WHAT TO WORK ON.
What number of lines in the entries hold the string "function"? Answer with it alone.

EXERCISE MATERIAL.
----------

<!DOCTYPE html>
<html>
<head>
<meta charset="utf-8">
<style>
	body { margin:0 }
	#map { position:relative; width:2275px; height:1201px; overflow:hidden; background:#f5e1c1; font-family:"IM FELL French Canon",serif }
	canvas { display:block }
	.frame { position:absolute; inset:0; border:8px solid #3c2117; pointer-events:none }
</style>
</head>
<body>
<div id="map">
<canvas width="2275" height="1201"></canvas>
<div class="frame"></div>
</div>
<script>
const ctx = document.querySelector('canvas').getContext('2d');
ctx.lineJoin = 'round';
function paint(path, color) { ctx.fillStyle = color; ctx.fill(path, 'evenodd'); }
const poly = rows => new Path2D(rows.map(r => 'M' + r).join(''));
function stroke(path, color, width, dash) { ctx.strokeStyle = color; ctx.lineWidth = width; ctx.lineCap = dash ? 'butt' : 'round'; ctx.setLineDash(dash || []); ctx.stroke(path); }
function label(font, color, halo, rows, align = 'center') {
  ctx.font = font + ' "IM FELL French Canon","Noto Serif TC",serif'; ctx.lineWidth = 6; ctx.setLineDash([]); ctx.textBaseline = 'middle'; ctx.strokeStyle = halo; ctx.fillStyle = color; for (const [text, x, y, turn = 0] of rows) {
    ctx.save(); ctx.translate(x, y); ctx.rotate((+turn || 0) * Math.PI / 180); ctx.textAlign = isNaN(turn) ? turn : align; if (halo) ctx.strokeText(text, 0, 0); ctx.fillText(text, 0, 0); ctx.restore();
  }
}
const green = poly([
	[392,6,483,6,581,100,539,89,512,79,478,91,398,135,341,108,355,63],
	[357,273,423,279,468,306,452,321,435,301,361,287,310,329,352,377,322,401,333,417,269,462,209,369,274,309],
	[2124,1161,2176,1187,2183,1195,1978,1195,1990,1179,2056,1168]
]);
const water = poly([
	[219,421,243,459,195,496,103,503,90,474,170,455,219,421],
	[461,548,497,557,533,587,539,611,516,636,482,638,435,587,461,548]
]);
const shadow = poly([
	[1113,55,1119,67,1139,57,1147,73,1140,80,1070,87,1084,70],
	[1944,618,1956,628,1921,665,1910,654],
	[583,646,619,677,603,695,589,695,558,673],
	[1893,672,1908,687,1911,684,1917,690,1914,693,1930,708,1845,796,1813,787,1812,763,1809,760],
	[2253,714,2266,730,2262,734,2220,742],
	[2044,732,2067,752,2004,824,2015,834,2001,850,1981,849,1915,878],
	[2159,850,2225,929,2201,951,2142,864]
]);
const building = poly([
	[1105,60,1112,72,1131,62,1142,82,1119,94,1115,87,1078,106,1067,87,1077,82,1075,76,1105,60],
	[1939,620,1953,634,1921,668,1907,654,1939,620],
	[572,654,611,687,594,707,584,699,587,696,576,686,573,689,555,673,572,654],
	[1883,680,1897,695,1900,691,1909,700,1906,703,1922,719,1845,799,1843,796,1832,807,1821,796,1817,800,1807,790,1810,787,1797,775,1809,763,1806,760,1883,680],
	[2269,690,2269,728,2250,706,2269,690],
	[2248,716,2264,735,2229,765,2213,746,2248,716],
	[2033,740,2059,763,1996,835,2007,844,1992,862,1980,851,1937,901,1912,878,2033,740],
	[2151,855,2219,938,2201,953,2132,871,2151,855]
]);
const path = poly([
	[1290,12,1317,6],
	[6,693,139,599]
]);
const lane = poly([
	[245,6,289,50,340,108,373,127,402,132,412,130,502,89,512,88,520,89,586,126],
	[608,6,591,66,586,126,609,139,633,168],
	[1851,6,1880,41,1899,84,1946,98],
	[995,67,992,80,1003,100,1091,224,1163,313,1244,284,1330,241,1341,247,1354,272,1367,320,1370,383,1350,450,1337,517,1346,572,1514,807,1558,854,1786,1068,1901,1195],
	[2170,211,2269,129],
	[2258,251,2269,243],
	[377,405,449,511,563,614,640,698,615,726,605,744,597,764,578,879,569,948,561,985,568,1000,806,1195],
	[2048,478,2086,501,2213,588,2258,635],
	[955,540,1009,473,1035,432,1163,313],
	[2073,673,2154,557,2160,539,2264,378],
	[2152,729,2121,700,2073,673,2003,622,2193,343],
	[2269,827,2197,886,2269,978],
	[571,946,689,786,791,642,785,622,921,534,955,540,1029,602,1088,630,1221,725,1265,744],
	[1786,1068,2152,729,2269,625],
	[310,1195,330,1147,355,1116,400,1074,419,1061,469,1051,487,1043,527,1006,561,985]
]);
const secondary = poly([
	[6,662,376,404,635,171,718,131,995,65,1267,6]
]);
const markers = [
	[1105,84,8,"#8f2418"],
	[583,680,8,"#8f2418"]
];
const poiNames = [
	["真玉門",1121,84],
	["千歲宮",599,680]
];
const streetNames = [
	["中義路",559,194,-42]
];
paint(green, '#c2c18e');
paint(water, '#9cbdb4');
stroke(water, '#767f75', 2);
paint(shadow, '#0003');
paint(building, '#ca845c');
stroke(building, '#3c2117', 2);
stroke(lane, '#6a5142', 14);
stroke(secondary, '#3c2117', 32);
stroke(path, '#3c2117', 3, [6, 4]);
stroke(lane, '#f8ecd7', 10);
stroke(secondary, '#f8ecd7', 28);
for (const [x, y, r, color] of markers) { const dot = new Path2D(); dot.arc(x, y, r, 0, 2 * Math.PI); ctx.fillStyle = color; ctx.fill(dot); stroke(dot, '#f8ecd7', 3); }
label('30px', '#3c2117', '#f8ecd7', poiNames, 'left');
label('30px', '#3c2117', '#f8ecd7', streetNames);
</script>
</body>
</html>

----------

ANSWER FOR THIS EXERCISE.
3